This page builds on 'Words Fail, Send Love' and 'Vector's Fall to Word' to further explore the challenges of sharing information encoded in high-dimensional vector spaces. It shows different ways to represent vectors visually and describes the difficulties in decoding or interpreting the information. This plays on the idea that for humans, art might be a way to communicate in high-dimensional vector spaces, with dimensions including emotions, cultural context, and personal experiences.
Created in Python using Digits Dataset, Matplotlib, Seaborn and UMAP.
Principal Component Analysis (PCA) is a linear technique that reduces dimensionality by identifying the directions of maximum variance, called principal components. It is often used for visualizing data by plotting it along the first few components and is known for being simple, fast, and preserving global data structure. However, because PCA is linear, it may struggle to capture complex non-linear relationships and can cause clusters to overlap if they aren't separated along the main variance axes.
t-SNE is a popular non-linear technique designed for visualizing high-dimensional data by preserving its local structure in a lower-dimensional map, typically 2D. It focuses on ensuring that points close together in the original space remain close in the visualization, making it excellent for revealing clusters. However, t-SNE is computationally intensive, the resulting distances between clusters might not be meaningful, and its output can vary significantly with parameter choices, limiting its use primarily to visualization.

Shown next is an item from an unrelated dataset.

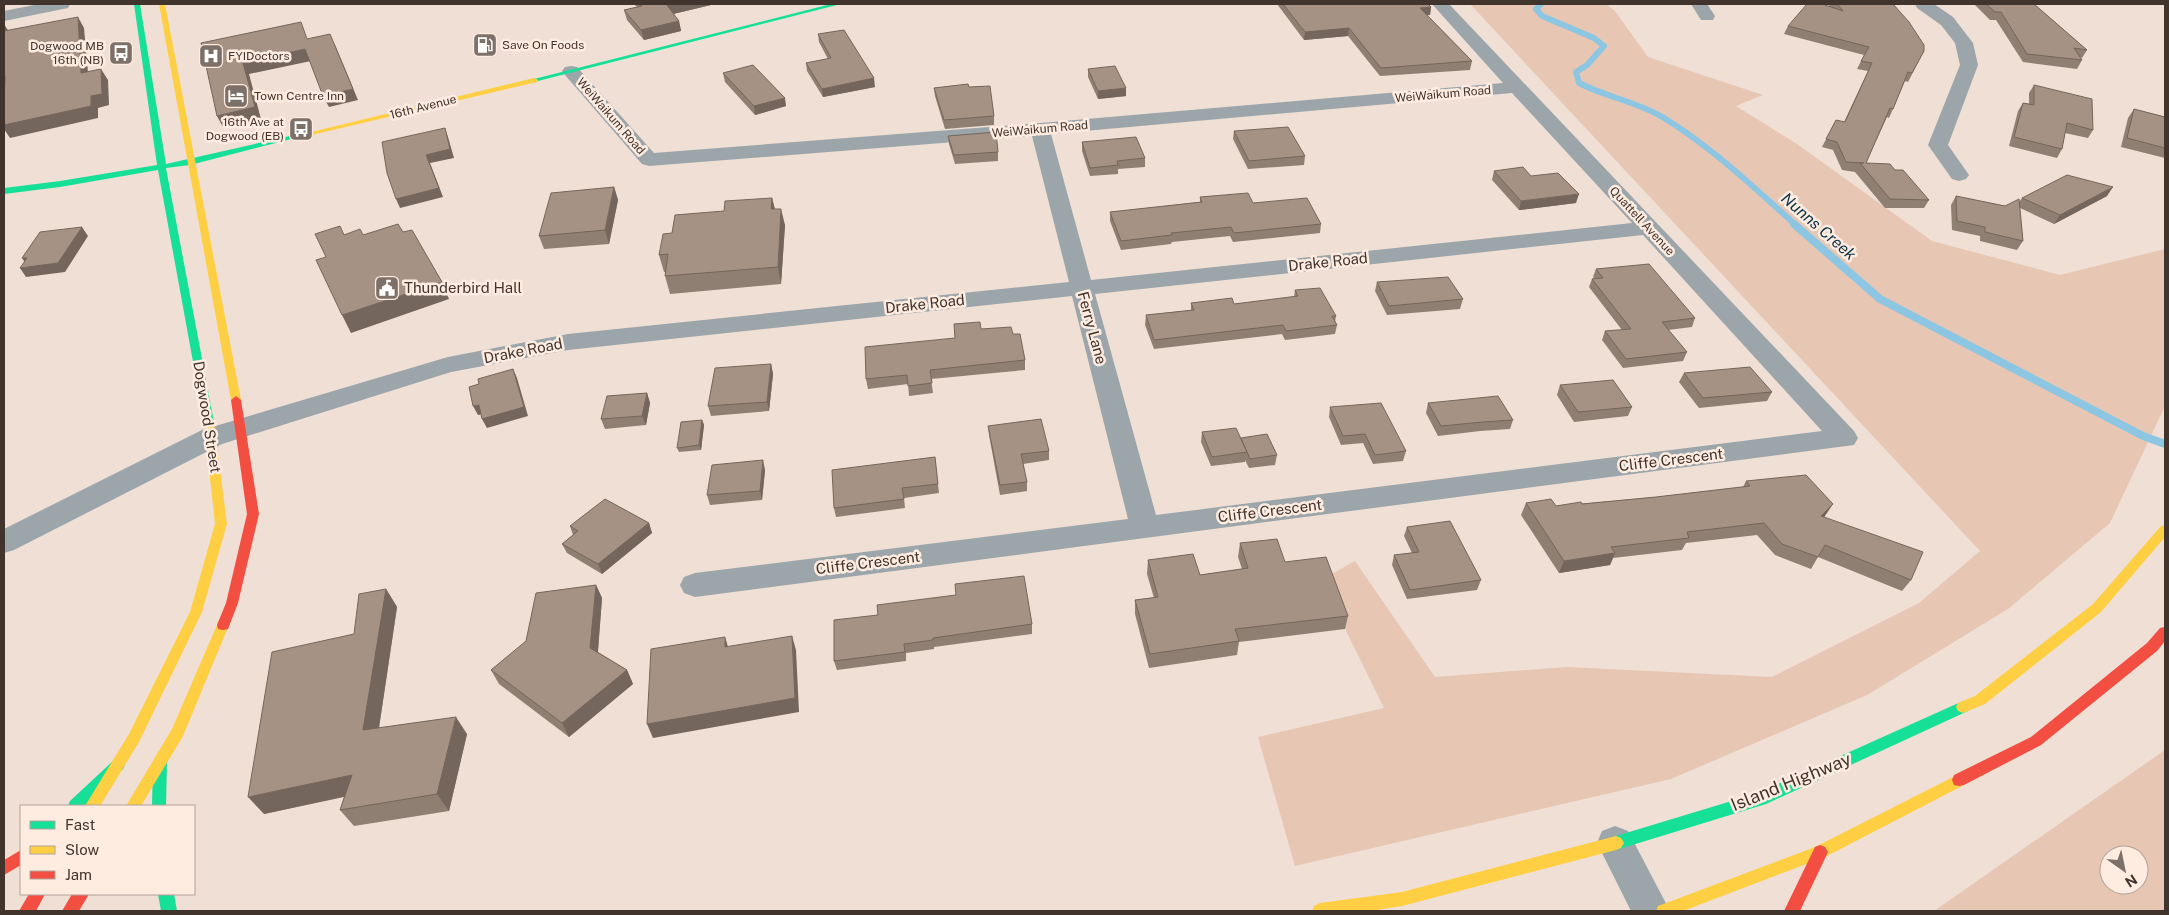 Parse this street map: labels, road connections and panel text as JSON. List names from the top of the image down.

Multidimensional Scaling (MDS) is a group of techniques used to map high-dimensional data into a lower-dimensional space. Its primary goal is to arrange the points in the low-dimensional space so that the distances between them accurately reflect the distances or dissimilarities in the original data. While MDS directly focuses on preserving these pairwise distances, it can be computationally expensive and comes in different variants like classical, metric, and non-metric.

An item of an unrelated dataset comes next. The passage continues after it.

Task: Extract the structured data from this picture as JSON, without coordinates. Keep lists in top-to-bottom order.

UMAP is a newer, non-linear technique for dimensionality reduction and visualization that effectively captures local data structure, similar to t-SNE. It often outperforms t-SNE by being faster and providing a better balance between preserving local details and some global structure. However, UMAP's results can be sensitive to parameter settings and require careful interpretation.
A Scatter Plot Matrix (SPLOM) is a visualization tool that arranges scatter plots in a grid to show the relationship between every pair of dimensions in a dataset. This method allows for the direct comparison of all pairwise variable interactions, often including histograms or density plots on the diagonal for individual dimensions. However, SPLOMs quickly become unwieldy as the number of dimensions grows and cannot illustrate relationships involving more than two dimensions simultaneously.
A Parallel Coordinates Plot visualizes high-dimensional data by assigning a parallel vertical axis to each dimension and representing each data point as a line connecting its values across these axes. This method allows for displaying many dimensions at once, and patterns in the lines can indicate clusters or correlations. However, the plot can become cluttered with numerous data points, the visual patterns heavily depend on the axis order, and it can be difficult to discern the structure of individual points.
Heatmaps visualize matrices, such as distance or correlation matrices derived from data vectors, by representing values with color intensity. They are often combined with hierarchical clustering to reorder rows and columns, which helps reveal patterns and structures within the data. While effective for visualizing matrix patterns and scaling visually, heatmaps represent the matrix itself rather than the direct spatial positions of the original data points.